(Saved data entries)

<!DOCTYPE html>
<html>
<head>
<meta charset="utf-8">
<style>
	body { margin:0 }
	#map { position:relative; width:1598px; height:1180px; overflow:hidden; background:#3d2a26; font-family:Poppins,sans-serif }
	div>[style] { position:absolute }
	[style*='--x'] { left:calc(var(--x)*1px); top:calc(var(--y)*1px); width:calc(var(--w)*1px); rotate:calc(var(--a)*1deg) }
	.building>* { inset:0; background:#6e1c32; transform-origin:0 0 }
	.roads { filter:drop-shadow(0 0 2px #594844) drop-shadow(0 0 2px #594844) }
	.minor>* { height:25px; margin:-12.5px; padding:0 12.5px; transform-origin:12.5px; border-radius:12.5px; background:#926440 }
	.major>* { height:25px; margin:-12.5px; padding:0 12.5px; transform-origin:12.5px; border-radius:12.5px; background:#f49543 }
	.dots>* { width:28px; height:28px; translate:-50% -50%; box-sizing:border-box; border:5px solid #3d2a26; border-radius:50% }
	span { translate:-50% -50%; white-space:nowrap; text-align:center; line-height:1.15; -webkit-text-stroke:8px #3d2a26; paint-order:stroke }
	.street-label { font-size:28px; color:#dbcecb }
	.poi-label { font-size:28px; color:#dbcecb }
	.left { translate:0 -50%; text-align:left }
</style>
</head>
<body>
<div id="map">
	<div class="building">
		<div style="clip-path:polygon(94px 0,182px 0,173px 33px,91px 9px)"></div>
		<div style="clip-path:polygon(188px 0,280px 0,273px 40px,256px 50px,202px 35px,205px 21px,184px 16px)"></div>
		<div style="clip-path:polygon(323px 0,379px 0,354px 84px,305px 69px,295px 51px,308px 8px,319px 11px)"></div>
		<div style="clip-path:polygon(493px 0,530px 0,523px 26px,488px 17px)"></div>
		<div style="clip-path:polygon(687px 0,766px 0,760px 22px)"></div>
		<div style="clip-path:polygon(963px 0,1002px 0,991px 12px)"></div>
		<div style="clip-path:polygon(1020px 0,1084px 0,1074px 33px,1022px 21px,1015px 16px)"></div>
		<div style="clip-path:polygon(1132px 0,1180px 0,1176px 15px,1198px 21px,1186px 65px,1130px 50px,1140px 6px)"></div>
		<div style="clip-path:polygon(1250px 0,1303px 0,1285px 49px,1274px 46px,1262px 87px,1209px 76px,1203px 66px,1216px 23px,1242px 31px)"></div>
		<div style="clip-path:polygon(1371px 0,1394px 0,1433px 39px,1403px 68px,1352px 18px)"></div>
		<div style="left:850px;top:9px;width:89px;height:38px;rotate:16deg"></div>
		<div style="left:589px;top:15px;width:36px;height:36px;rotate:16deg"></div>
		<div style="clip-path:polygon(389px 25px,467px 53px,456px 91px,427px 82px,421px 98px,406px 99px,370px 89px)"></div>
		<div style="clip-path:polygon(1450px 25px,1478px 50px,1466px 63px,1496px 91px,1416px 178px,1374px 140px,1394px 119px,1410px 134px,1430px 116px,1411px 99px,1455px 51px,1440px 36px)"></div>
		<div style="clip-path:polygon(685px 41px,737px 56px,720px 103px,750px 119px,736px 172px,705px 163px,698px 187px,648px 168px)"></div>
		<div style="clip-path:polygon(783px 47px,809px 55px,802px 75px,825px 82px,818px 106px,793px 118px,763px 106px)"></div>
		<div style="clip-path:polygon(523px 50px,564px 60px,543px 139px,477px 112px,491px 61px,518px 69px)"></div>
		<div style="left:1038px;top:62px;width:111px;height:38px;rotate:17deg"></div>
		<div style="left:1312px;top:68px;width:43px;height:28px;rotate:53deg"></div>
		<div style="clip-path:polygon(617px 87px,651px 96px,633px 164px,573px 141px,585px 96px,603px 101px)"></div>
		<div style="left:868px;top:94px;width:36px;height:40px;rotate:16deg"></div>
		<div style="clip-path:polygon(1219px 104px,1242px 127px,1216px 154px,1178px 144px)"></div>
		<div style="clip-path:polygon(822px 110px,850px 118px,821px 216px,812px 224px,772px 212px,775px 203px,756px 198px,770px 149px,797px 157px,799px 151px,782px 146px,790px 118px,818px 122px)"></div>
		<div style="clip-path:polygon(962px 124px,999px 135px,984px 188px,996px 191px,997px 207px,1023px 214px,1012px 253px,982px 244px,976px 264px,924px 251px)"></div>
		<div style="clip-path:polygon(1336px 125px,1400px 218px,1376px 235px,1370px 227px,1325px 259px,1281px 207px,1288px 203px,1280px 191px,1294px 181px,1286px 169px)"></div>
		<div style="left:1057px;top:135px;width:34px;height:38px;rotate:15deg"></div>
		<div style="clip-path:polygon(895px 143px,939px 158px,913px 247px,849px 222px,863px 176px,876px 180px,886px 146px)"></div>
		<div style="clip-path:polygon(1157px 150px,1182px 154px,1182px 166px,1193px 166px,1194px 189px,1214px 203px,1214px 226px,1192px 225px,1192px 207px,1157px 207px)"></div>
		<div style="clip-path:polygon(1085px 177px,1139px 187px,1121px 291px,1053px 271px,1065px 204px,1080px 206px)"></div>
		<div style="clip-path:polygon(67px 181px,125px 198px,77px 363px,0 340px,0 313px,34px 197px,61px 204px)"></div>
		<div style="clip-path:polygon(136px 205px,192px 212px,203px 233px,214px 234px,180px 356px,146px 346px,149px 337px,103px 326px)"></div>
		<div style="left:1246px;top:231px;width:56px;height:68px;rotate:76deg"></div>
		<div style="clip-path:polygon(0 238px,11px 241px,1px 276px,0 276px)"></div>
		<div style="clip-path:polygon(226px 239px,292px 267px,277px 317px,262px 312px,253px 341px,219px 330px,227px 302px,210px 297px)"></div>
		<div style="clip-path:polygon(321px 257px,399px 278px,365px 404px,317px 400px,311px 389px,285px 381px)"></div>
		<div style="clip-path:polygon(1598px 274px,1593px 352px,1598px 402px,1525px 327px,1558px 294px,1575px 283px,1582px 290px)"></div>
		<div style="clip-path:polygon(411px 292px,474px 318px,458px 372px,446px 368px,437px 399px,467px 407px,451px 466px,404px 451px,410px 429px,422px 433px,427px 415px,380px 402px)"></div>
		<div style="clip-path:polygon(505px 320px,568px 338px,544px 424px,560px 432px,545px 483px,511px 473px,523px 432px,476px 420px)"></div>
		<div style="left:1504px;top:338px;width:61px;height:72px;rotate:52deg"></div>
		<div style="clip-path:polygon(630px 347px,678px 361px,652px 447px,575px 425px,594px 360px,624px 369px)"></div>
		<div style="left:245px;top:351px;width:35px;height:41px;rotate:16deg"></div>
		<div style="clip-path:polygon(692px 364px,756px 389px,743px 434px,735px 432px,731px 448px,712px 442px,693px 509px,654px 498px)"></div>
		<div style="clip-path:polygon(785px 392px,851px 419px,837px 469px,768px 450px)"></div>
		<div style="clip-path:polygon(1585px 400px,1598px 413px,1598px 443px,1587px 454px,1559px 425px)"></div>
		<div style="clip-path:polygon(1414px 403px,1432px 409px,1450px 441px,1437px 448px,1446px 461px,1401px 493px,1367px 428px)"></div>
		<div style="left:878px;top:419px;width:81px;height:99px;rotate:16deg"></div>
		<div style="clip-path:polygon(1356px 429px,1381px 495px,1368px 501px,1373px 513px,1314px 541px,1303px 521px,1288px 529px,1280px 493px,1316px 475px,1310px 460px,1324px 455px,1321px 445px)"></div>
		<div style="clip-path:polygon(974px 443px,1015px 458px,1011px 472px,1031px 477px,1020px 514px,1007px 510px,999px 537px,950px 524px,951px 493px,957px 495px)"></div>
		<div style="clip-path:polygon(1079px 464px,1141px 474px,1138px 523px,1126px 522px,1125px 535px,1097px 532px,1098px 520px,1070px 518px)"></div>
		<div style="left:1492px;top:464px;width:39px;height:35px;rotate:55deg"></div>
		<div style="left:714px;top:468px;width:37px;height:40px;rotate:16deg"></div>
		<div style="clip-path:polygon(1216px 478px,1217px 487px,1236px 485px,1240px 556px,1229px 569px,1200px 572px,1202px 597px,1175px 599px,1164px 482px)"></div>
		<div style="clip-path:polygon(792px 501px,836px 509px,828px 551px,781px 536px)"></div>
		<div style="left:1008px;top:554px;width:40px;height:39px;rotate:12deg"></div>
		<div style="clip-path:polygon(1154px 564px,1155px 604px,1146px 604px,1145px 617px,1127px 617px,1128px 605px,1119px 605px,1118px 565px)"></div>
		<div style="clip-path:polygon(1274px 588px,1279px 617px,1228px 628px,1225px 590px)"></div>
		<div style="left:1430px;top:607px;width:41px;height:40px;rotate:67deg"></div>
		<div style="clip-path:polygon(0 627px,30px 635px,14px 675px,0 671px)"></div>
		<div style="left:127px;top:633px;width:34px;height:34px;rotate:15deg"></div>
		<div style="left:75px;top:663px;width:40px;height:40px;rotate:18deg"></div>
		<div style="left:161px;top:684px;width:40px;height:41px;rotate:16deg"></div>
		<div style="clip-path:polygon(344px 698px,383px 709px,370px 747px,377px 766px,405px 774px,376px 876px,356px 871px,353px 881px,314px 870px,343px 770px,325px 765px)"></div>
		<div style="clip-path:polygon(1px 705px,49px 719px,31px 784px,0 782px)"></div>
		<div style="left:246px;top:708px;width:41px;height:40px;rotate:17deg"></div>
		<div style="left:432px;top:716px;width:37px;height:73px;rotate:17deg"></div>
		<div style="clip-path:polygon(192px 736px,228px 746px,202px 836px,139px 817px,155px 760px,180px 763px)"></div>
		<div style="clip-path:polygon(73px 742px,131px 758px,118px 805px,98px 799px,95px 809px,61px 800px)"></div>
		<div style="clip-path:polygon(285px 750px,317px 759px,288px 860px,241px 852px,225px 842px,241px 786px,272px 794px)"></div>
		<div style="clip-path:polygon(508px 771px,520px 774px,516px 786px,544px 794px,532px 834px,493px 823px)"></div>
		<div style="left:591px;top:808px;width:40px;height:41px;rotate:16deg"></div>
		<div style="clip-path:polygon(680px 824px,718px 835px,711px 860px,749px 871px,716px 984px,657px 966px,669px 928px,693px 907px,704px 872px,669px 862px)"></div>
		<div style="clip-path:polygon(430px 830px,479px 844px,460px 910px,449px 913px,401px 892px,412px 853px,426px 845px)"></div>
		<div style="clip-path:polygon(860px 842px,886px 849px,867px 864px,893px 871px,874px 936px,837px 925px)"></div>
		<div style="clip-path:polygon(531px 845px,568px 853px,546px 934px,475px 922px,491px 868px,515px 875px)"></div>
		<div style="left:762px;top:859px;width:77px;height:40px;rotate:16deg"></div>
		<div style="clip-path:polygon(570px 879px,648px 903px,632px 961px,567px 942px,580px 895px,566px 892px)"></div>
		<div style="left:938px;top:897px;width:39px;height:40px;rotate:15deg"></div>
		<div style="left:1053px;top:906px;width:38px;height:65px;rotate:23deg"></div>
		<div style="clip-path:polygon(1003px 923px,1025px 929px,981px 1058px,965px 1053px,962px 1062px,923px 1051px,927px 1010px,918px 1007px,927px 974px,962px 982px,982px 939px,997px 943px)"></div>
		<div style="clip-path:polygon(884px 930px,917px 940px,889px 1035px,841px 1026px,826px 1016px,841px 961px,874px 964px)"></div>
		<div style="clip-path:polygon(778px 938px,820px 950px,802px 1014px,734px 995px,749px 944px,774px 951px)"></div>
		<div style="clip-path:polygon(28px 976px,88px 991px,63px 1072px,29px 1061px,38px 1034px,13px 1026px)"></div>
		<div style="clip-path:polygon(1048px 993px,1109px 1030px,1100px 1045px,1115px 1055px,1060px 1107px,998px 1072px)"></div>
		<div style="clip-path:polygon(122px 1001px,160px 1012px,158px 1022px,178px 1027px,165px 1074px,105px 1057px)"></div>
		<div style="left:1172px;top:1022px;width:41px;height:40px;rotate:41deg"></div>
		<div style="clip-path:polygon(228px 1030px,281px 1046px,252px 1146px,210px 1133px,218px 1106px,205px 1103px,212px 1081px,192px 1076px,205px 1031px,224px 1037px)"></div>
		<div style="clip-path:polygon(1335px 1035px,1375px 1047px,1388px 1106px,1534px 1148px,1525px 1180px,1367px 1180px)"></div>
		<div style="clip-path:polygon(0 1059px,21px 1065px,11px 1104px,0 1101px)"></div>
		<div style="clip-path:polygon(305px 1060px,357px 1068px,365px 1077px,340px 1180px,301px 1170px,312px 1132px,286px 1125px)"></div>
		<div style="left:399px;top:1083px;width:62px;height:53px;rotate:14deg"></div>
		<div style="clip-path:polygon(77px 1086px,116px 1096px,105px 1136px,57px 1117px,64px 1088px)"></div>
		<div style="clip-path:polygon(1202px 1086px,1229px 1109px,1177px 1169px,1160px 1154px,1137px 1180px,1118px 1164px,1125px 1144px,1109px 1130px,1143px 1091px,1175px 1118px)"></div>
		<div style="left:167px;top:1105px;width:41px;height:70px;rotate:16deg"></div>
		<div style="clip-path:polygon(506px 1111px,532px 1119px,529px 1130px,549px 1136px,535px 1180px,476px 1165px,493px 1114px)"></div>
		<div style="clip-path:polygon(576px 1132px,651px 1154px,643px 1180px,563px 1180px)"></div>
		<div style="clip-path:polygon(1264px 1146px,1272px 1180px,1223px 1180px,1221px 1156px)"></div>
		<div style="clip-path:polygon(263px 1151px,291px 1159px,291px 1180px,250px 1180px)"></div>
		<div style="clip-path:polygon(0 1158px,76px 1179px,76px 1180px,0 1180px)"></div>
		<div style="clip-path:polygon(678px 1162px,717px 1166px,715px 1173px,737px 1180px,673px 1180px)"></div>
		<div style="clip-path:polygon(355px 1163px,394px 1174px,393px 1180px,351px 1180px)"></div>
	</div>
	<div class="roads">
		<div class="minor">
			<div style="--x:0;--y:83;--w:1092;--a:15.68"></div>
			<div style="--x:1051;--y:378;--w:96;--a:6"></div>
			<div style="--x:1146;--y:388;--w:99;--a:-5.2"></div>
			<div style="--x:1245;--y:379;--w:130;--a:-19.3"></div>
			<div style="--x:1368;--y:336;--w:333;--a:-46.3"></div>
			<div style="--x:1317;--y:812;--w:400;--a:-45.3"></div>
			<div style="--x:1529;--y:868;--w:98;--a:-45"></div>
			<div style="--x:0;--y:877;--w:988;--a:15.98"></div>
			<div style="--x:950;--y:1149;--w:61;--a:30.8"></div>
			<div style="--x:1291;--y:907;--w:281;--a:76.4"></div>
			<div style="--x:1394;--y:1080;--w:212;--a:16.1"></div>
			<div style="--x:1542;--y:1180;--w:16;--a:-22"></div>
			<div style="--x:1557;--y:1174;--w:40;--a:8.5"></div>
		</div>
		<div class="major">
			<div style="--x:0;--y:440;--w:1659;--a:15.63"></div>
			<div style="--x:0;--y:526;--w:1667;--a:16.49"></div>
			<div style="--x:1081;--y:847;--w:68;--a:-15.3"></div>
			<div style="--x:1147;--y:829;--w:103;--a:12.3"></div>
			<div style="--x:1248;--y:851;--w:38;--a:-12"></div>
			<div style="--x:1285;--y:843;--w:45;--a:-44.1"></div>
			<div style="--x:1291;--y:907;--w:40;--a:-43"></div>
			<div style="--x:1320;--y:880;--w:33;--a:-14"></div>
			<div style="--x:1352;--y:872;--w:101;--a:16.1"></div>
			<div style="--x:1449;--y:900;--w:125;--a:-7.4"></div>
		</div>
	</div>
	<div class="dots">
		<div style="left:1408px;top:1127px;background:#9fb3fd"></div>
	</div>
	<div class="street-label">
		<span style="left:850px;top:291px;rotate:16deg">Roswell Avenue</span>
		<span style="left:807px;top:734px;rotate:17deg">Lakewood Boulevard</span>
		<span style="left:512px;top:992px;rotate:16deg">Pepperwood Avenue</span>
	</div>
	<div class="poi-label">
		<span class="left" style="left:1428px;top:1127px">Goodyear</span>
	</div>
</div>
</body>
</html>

What needs to be done -> All lines above that contain "position" are required in the answer.

Answer area ->
	#map { position:relative; width:1598px; height:1180px; overflow:hidden; background:#3d2a26; font-family:Poppins,sans-serif }
	div>[style] { position:absolute }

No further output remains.